The news would come as a relief to the auto industry and to members of the U.S. Congress, both suffering high anxiety over hardball trade tactics out of the White House. Last week, General Motors reported second-quarter financial headwinds and drew back its outlook for the year, blaming higher material costs after Trump reinstated tariffs on key trade partners.
Ford and FCA US also reported sharply higher commodity costs.
This week, the Original Equipment Suppliers Assn., a trade group for parts suppliers, reported a pessimistic outlook among its members due to trade policy uncertainty across the industry.
“Policy uncertainty serves to constrain additional capacity investment and accelerate volatility through the supply chain, adding risk down the tiers,” says Mike Jackson, executive director-Strategy and Research at OESA and author of a quarterly sentiment report.
Underscoring the uncertain mood, GM Chairman and CEO Mary Barra declined last week to share with investors potential strategic responses from the automaker.
“There are almost an infinite number of things that could happen, so I’m not going to hypothesize, she said.
Malpica says the new progress could open communication lines to levels his politicians and key stakeholders in Mexico enjoy.
“It is important to improve our communication abilities in these negotiations,” Malpica tells WardsAuto ahead of his remarks to the CAR Management Briefing Seminars here. “In the case of Mexico, we have always been in communication with our stakeholders. They travel with us to the (negotiating) rounds.
“What I hear often from the U.S. stakeholders and Congress is they don’t feel informed. Perhaps that is one of the issues,” he adds. “We need to be effective communicating when we are negotiating and what we want from the negotiations.”
Malpica echoes the sentiment of stakeholders on each side of the border, calling the 26-year-old agreement obsolete and in need of modernization for the entire region to remain competitive. Mexico also wants provisions added to address labor conditions, the environment and corporate responsibility.
Tariff retaliation also hinders bargaining, he says.
“At the end of the day, they are good for no one,” he says. “They are making higher prices, making companies move from the region (and) creating disturbance in the value chains. You have to build a winning narrative in the three countries. If not, you are going to close the negotiations.”
Nonetheless, Malpica says Mexico will pursue compensatory measures if the U.S. does not lift tariffs imposed on steel, aluminum and other key automotive materials in June through Section 232 of the Trade Expansion Act. The White House cited national security concerns.
Malpica sees it as a NAFTA bargaining tool. His counterpart, Colin Bird, minister and counsellor, Economic and Trade Policy for the Canadian Embassy in Washington, pledges similar countermeasures, adding during the conference’s trade-policies sessions that the steel and aluminum tariffs under Section 232 hit a raw nerve in his country.
“The idea that we could impose a national security threat challenges our very sense of the (U.S.) relationship,” he says, pointing out Canadians have fought alongside Americans dating back to World War I. “Canada is the largest export market for U.S. steel. The U.S. actually has a significant $2 billion annual surplus on iron and steel products with Canada.”
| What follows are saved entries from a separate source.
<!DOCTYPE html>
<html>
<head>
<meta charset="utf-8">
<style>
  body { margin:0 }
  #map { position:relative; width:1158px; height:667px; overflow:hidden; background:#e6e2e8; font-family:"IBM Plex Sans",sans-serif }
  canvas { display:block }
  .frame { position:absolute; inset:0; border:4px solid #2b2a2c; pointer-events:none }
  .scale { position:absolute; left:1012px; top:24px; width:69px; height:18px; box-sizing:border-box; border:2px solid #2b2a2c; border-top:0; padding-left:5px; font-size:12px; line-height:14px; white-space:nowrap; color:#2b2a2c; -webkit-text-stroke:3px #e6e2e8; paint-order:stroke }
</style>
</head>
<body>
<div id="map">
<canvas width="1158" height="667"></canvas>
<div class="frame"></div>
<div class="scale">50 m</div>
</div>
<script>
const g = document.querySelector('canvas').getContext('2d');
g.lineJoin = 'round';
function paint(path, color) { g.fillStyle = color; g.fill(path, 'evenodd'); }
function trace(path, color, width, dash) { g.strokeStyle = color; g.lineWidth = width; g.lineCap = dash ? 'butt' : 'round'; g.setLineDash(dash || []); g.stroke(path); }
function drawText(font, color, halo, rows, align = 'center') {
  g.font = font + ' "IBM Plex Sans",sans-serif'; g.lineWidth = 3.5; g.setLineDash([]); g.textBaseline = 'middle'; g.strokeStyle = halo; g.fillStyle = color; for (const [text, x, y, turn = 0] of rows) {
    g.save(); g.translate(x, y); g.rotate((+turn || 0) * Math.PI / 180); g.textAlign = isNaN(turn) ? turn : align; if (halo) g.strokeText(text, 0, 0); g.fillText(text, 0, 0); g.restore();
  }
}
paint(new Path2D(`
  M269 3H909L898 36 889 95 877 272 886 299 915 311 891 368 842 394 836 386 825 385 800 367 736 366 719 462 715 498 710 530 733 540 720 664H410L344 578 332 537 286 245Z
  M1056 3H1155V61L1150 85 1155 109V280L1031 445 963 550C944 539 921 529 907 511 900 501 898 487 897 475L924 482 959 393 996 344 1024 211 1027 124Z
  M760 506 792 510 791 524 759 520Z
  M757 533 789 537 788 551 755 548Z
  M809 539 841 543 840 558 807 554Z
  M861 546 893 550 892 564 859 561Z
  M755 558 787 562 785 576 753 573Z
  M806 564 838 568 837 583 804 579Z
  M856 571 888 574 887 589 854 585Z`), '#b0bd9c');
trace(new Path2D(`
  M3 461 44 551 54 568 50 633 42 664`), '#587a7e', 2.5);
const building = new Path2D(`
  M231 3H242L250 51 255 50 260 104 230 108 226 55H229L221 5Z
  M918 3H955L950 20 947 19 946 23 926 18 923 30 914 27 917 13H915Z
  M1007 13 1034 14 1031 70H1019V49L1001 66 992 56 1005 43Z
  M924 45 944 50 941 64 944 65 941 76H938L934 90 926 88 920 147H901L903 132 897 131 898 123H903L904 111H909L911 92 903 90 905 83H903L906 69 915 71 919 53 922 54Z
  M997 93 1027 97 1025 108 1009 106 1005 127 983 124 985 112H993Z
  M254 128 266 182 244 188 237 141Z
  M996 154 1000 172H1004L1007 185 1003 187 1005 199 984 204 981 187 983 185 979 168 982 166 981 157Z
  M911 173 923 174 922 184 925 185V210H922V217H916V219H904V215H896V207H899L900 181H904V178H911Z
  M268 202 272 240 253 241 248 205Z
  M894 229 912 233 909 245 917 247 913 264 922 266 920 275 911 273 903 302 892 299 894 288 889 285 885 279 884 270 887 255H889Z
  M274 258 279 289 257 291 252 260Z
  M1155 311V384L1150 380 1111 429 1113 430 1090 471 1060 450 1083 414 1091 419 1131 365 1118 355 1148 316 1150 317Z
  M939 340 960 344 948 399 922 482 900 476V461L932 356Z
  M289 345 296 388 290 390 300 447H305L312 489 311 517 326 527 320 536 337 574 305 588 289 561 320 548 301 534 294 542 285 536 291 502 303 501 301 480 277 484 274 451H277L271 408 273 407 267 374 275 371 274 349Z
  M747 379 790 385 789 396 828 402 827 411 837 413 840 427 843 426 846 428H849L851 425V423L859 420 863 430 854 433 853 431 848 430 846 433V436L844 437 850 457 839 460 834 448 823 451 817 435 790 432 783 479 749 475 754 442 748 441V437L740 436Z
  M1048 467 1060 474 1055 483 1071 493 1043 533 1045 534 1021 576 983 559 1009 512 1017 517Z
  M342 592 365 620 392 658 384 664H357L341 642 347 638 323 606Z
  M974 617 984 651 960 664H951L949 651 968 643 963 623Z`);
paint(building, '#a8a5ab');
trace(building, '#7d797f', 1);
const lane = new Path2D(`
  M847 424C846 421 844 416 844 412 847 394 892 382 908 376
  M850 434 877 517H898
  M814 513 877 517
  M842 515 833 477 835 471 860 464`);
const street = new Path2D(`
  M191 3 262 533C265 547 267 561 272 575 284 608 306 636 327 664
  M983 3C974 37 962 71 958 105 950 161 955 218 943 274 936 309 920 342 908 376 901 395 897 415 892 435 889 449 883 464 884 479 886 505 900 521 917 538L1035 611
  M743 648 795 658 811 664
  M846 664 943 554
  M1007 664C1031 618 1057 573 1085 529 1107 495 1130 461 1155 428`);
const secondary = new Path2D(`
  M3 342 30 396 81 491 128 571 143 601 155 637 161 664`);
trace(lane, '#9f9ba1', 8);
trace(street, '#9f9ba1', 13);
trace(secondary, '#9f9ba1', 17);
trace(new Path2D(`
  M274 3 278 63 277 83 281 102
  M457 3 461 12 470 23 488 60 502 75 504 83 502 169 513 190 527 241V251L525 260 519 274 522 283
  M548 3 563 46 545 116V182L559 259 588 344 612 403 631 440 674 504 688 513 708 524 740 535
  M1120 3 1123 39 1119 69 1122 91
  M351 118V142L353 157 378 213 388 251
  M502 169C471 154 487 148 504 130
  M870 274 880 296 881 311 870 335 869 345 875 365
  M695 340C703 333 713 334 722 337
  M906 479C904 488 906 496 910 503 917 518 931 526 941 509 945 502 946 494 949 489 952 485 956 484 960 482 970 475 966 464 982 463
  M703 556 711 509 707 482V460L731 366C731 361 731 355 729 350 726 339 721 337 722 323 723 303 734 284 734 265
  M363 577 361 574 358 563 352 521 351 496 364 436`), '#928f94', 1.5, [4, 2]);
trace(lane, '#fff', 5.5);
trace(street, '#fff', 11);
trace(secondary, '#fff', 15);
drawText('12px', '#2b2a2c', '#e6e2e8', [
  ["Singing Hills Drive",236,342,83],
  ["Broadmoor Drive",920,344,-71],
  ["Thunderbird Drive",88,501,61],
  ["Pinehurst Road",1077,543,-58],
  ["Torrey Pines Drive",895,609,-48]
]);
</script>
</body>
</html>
However, Bird says he is optimistic a deal on NAFTA can be reached based on his opinion that opposition to Section 232 is being heard in Washington and on creative ideas from Canada, such as periodic reviews of the trade pact to ensure its relevancy rather than a U.S. preference for a sunset clause that would require full renegotiations once it expires. Positive reception to proposed labor incentives also signals a deal can get done.
“We have a moment this summer…to close a deal,” Bird says.
For the second straight year, a U.S. trade representative is not present on the panel, despite overtures until last week by the Center for Automotive Research, says Kristin Dziczek, vice president-Industry, Labor and Economics at CAR.
She says U.S. officials responded by saying it would be present when its voice should be heard and referred to the appearances by Malpica and Bird at conferences with trade discussions as the Guillermo and Bird Show.